Drissa Sangaré

Personal information
- Full name: Idrissa Sangaré
- Date of birth: 18 April 1987 (age 38)
- Place of birth: Mopti, Mali
- Position: Defender

Team information
- Current team: CO de Bamako

Senior career*
- Years: Team / Apps / (Gls)
- 2010–: CO de Bamako

International career^{‡}
- 2013: Mali A' / 1 / (0)

= Drissa Sangaré =

Malian footballer

Idrissa Sangaré (born 18 April 1987) is a Malian footballer who plays as a defender for CO de Bamako in the Malian Première Division.

==Club career==
Born in Mopti, a city in central Mali on the Niger and Bani rivers, Sangaré joined CO de Bamako ahead of the 2010–11 season. The Bamako-based club, founded in 1960, competes in the Malian Première Division and plays its home matches at the Stade du 26 Mars.
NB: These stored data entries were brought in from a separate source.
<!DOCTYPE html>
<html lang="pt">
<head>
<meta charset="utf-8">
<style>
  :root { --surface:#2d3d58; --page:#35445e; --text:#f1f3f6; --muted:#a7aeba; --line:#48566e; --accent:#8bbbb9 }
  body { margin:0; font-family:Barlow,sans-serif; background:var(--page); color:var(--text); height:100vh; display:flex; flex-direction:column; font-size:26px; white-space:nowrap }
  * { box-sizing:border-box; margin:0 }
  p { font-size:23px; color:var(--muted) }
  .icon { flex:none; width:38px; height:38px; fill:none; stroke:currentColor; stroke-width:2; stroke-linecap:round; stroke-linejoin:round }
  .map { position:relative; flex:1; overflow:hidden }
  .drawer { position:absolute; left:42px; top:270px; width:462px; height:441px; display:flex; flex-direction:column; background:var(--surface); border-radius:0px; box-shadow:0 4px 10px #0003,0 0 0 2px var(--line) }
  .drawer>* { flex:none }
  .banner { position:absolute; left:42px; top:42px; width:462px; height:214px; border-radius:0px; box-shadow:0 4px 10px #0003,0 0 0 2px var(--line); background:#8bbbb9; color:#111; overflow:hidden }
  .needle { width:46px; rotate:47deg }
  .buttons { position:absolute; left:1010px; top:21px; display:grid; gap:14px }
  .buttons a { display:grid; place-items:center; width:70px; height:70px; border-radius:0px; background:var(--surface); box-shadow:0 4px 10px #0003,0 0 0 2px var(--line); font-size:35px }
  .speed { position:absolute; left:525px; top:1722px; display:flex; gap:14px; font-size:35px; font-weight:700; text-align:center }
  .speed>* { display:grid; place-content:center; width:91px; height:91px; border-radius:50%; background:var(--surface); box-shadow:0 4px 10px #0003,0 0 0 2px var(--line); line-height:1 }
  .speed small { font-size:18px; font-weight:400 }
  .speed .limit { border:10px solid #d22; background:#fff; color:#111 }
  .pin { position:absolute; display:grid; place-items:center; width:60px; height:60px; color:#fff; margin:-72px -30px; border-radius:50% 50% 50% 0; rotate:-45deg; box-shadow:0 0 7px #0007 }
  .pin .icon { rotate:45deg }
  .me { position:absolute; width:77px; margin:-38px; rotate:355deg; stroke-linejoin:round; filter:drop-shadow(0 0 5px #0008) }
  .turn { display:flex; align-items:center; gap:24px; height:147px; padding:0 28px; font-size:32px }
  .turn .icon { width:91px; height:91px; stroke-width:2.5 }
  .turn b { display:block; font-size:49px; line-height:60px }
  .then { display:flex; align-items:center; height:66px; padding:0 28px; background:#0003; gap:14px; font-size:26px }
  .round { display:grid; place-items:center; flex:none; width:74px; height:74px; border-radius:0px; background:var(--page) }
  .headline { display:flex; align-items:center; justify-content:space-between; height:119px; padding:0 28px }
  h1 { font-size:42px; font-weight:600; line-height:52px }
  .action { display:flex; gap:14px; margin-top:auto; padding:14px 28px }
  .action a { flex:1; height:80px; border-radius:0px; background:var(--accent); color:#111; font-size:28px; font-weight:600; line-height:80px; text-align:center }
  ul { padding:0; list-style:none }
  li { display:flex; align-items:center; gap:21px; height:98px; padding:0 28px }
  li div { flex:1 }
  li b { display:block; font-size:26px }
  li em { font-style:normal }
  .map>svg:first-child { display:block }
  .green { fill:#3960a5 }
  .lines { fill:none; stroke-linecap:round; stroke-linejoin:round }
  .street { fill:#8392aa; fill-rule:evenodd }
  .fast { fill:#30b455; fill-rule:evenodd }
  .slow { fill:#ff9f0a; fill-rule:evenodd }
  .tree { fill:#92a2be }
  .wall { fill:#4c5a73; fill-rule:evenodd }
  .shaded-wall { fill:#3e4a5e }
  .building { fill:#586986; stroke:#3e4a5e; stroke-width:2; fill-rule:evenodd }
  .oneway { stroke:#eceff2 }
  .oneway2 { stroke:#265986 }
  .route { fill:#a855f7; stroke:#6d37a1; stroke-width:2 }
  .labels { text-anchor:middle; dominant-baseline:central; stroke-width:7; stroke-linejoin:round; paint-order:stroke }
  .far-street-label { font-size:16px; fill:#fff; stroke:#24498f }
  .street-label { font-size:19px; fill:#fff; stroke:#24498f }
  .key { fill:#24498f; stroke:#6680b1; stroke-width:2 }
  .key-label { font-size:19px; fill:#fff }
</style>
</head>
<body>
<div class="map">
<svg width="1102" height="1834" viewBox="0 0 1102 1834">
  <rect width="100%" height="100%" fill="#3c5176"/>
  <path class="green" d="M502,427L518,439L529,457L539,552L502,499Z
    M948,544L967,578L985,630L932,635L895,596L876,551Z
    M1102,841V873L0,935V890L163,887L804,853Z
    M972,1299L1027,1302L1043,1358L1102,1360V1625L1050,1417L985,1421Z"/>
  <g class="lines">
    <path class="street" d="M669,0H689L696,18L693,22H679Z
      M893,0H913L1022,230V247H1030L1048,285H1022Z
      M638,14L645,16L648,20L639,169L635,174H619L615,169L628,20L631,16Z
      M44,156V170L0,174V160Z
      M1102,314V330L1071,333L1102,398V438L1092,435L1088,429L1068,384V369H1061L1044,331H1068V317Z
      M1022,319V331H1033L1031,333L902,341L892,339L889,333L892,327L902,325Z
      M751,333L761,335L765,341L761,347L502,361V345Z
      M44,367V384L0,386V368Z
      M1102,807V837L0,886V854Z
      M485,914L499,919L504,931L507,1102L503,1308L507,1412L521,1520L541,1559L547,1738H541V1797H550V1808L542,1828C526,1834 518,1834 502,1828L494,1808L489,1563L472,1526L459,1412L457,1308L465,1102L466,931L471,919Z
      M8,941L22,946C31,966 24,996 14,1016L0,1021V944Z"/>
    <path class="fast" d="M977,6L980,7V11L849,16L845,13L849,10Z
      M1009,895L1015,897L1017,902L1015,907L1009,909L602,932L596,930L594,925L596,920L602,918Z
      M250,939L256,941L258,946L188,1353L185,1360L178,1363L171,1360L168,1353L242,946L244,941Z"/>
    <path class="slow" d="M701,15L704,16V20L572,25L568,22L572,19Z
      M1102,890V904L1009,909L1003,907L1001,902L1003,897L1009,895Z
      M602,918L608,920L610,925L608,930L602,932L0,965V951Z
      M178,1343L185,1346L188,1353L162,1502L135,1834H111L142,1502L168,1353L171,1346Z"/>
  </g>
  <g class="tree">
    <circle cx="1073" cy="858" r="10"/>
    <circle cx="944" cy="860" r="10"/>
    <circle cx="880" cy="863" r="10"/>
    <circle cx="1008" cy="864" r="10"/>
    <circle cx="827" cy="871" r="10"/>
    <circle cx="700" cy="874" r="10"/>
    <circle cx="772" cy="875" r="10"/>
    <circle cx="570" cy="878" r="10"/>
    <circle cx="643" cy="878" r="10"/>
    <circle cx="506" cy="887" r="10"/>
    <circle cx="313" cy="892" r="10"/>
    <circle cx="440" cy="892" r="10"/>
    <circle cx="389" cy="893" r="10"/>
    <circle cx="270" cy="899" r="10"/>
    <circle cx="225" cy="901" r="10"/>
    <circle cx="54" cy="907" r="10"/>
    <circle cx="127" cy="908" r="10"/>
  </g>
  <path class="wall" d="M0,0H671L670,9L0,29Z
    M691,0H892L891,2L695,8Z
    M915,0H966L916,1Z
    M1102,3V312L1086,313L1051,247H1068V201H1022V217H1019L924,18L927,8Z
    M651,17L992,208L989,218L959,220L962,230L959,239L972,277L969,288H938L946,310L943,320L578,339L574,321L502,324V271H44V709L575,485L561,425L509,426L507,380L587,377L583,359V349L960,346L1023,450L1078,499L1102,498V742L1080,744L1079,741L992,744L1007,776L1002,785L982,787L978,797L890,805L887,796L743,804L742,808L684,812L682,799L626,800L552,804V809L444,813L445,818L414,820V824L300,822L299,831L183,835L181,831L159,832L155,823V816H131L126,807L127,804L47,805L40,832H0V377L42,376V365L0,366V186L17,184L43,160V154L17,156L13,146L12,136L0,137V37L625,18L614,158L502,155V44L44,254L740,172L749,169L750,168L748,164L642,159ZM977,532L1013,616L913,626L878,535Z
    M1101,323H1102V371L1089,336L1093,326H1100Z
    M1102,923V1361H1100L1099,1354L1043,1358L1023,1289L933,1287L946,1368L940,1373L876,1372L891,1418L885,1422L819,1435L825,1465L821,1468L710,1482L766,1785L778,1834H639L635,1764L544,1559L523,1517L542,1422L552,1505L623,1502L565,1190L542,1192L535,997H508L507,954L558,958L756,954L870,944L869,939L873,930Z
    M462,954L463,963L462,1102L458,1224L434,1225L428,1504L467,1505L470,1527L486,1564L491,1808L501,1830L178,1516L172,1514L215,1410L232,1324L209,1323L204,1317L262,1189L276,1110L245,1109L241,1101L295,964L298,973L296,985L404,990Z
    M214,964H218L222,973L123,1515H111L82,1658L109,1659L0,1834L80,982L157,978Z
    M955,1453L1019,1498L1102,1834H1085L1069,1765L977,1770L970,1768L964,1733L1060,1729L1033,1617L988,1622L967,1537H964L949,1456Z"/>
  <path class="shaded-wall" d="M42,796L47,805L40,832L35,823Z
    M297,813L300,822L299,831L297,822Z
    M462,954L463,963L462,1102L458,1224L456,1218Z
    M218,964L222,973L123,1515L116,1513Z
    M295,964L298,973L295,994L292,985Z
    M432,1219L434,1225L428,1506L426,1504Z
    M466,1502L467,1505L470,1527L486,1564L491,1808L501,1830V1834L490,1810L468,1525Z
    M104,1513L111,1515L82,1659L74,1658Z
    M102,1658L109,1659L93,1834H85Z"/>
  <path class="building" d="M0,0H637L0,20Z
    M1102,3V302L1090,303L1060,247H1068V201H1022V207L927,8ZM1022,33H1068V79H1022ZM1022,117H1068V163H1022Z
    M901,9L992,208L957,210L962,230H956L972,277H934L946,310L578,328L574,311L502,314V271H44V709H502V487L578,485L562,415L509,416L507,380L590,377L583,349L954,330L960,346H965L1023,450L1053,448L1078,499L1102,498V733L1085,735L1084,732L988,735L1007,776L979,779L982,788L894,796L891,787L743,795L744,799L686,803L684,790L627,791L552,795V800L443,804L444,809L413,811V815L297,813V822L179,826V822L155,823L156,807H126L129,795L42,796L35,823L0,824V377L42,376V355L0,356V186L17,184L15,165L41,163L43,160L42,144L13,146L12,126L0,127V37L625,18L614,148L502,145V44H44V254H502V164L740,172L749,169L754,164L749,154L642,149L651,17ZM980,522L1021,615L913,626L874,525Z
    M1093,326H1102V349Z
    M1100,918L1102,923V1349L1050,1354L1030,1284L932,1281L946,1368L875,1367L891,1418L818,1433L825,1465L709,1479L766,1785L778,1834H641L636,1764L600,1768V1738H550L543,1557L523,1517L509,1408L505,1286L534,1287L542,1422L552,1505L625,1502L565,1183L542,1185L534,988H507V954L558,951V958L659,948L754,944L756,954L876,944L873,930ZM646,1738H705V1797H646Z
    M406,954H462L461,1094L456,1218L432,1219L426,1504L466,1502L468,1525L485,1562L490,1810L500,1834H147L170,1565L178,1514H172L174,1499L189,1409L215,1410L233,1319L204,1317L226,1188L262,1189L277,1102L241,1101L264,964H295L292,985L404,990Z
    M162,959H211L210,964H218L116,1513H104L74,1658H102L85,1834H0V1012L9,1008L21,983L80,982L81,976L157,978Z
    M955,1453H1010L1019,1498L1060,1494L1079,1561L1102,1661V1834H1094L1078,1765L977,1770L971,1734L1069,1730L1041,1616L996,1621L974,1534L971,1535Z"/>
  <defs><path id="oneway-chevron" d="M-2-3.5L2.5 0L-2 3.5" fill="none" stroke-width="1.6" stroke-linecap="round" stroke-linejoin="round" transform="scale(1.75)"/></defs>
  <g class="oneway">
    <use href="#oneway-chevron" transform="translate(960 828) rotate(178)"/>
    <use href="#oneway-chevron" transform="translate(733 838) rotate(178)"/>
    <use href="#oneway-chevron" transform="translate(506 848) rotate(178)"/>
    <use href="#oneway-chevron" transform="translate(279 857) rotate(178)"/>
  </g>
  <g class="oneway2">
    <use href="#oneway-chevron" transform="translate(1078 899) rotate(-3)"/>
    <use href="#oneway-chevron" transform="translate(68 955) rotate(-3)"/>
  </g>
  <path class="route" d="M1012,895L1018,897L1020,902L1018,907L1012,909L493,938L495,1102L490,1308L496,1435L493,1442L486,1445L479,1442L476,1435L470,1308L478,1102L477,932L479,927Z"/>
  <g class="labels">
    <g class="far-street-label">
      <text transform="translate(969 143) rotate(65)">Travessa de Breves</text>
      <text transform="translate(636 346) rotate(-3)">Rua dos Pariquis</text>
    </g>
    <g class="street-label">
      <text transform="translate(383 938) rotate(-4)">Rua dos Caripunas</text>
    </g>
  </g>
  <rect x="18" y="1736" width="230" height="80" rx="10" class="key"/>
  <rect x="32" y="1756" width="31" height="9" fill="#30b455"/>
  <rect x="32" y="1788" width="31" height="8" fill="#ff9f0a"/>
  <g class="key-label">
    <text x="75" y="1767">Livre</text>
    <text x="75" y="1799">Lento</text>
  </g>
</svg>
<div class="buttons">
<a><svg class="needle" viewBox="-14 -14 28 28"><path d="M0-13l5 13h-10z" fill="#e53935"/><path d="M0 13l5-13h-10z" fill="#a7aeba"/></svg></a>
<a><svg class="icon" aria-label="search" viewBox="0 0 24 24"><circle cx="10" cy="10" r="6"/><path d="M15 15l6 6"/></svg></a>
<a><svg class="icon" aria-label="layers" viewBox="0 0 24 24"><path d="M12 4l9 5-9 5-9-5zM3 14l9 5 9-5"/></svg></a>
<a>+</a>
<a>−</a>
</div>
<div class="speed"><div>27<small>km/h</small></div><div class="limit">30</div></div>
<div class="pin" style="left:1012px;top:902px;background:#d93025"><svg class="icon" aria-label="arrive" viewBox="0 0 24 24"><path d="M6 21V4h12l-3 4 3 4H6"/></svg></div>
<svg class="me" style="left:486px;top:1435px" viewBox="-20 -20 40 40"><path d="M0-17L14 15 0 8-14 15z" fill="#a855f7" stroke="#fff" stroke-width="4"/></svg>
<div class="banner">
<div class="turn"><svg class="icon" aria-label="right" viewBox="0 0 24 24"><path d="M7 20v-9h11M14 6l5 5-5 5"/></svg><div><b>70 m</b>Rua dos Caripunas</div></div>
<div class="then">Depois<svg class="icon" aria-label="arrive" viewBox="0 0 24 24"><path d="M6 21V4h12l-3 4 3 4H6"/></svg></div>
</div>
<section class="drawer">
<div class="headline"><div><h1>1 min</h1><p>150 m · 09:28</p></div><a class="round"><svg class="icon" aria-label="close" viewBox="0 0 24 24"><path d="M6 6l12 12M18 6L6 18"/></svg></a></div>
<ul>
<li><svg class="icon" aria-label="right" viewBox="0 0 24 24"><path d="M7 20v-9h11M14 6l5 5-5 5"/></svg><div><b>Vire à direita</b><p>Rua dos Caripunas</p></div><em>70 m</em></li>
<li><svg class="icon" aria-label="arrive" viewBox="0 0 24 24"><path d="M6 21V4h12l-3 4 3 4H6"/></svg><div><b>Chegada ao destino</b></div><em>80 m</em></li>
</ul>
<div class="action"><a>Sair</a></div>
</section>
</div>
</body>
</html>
Sangaré has remained with the club for over a decade, making him one of its longest-serving players.

==International career==
Sangaré earned his sole cap for the Mali A' national team, the squad composed of players active in the domestic league, on 27 August 2013. He appeared in a friendly match against Libya at the Terrain El Mouradi in Hammam Bourguiba, Tunisia, which Libya won 1–0. The match was played between the two countries' locally based squads in preparation for the 2014 African Nations Championship in South Africa, for which both Mali and Libya had qualified.